== Task prompt ==
Once you reach the end of the data, transcribe all of it exactly.
____________________
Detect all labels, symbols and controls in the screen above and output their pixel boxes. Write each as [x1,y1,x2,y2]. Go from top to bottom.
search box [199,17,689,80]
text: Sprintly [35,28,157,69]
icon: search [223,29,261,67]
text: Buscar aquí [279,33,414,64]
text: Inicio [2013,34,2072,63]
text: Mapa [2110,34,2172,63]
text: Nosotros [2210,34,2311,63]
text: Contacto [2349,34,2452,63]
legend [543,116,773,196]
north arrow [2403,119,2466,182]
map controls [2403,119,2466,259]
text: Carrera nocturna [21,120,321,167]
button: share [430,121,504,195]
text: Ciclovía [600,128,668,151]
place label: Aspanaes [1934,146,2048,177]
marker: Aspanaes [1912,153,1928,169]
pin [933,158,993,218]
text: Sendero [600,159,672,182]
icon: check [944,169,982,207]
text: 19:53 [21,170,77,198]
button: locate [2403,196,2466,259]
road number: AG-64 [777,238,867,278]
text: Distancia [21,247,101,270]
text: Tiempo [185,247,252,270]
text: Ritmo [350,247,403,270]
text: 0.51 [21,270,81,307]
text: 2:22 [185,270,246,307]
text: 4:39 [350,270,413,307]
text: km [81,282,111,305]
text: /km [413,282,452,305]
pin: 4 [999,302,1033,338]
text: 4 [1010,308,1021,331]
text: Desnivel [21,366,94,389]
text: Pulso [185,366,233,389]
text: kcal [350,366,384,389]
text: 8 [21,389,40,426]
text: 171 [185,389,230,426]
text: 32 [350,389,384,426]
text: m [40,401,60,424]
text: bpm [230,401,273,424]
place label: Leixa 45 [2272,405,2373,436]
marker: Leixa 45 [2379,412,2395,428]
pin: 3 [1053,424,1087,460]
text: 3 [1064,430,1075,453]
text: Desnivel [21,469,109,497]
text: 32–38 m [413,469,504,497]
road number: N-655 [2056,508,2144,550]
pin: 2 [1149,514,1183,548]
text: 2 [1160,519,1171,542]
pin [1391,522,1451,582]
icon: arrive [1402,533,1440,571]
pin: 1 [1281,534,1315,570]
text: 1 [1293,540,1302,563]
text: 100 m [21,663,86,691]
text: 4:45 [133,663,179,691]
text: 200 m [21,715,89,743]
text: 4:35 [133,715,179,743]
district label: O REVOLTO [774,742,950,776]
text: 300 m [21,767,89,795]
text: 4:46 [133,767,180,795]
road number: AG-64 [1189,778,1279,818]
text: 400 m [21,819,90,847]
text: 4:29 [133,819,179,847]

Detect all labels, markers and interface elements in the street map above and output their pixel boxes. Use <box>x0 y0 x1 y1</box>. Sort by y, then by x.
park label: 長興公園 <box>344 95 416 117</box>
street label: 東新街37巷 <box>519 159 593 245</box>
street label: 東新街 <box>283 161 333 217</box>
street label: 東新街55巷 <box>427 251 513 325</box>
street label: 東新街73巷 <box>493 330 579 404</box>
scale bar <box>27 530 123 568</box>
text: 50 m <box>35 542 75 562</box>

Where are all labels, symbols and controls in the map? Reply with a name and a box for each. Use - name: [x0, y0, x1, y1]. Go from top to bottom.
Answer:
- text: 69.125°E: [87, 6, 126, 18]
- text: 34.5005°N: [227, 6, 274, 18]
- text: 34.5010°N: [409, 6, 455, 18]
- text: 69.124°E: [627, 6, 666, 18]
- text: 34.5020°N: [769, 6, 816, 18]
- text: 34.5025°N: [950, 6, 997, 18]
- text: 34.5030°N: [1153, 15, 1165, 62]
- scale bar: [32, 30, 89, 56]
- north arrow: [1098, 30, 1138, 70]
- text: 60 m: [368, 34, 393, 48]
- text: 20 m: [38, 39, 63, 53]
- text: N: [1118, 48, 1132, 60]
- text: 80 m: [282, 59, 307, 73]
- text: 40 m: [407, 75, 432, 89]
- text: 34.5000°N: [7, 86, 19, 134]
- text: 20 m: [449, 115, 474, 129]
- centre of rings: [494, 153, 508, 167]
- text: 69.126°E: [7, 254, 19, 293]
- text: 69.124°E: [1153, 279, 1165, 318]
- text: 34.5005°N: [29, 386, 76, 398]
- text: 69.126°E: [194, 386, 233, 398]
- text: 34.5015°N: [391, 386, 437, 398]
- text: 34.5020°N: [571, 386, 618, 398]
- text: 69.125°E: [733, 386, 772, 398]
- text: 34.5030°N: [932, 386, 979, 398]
____________________
== Finished exercise ==
Detect all labels, symbols and controls in the screen above and output their pixel boxes. Write each as [x1,y1,x2,y2]. Go from top to bottom.
search box [199,17,689,80]
text: Sprintly [35,28,157,69]
icon: search [223,29,261,67]
text: Buscar aquí [279,33,414,64]
text: Inicio [2013,34,2072,63]
text: Mapa [2110,34,2172,63]
text: Nosotros [2210,34,2311,63]
text: Contacto [2349,34,2452,63]
legend [543,116,773,196]
north arrow [2403,119,2466,182]
map controls [2403,119,2466,259]
text: Carrera nocturna [21,120,321,167]
button: share [430,121,504,195]
text: Ciclovía [600,128,668,151]
place label: Aspanaes [1934,146,2048,177]
marker: Aspanaes [1912,153,1928,169]
pin [933,158,993,218]
text: Sendero [600,159,672,182]
icon: check [944,169,982,207]
text: 19:53 [21,170,77,198]
button: locate [2403,196,2466,259]
road number: AG-64 [777,238,867,278]
text: Distancia [21,247,101,270]
text: Tiempo [185,247,252,270]
text: Ritmo [350,247,403,270]
text: 0.51 [21,270,81,307]
text: 2:22 [185,270,246,307]
text: 4:39 [350,270,413,307]
text: km [81,282,111,305]
text: /km [413,282,452,305]
pin: 4 [999,302,1033,338]
text: 4 [1010,308,1021,331]
text: Desnivel [21,366,94,389]
text: Pulso [185,366,233,389]
text: kcal [350,366,384,389]
text: 8 [21,389,40,426]
text: 171 [185,389,230,426]
text: 32 [350,389,384,426]
text: m [40,401,60,424]
text: bpm [230,401,273,424]
place label: Leixa 45 [2272,405,2373,436]
marker: Leixa 45 [2379,412,2395,428]
pin: 3 [1053,424,1087,460]
text: 3 [1064,430,1075,453]
text: Desnivel [21,469,109,497]
text: 32–38 m [413,469,504,497]
road number: N-655 [2056,508,2144,550]
pin: 2 [1149,514,1183,548]
text: 2 [1160,519,1171,542]
pin [1391,522,1451,582]
icon: arrive [1402,533,1440,571]
pin: 1 [1281,534,1315,570]
text: 1 [1293,540,1302,563]
text: 100 m [21,663,86,691]
text: 4:45 [133,663,179,691]
text: 200 m [21,715,89,743]
text: 4:35 [133,715,179,743]
district label: O REVOLTO [774,742,950,776]
text: 300 m [21,767,89,795]
text: 4:46 [133,767,180,795]
road number: AG-64 [1189,778,1279,818]
text: 400 m [21,819,90,847]
text: 4:29 [133,819,179,847]

Detect all labels, markers and interface elements in the street map above and output their pixel boxes. Use <box>x0 y0 x1 y1</box>. Sort by y, then by x.
park label: 長興公園 <box>344 95 416 117</box>
street label: 東新街37巷 <box>519 159 593 245</box>
street label: 東新街 <box>283 161 333 217</box>
street label: 東新街55巷 <box>427 251 513 325</box>
street label: 東新街73巷 <box>493 330 579 404</box>
scale bar <box>27 530 123 568</box>
text: 50 m <box>35 542 75 562</box>

Where are all labels, symbols and controls in the map? Reply with a name and a box for each. Use - name: [x0, y0, x1, y1]. Go from top to bottom.
Answer:
- text: 69.125°E: [87, 6, 126, 18]
- text: 34.5005°N: [227, 6, 274, 18]
- text: 34.5010°N: [409, 6, 455, 18]
- text: 69.124°E: [627, 6, 666, 18]
- text: 34.5020°N: [769, 6, 816, 18]
- text: 34.5025°N: [950, 6, 997, 18]
- text: 34.5030°N: [1153, 15, 1165, 62]
- scale bar: [32, 30, 89, 56]
- north arrow: [1098, 30, 1138, 70]
- text: 60 m: [368, 34, 393, 48]
- text: 20 m: [38, 39, 63, 53]
- text: N: [1118, 48, 1132, 60]
- text: 80 m: [282, 59, 307, 73]
- text: 40 m: [407, 75, 432, 89]
- text: 34.5000°N: [7, 86, 19, 134]
- text: 20 m: [449, 115, 474, 129]
- centre of rings: [494, 153, 508, 167]
- text: 69.126°E: [7, 254, 19, 293]
- text: 69.124°E: [1153, 279, 1165, 318]
- text: 34.5005°N: [29, 386, 76, 398]
- text: 69.126°E: [194, 386, 233, 398]
- text: 34.5015°N: [391, 386, 437, 398]
- text: 34.5020°N: [571, 386, 618, 398]
- text: 69.125°E: [733, 386, 772, 398]
- text: 34.5030°N: [932, 386, 979, 398]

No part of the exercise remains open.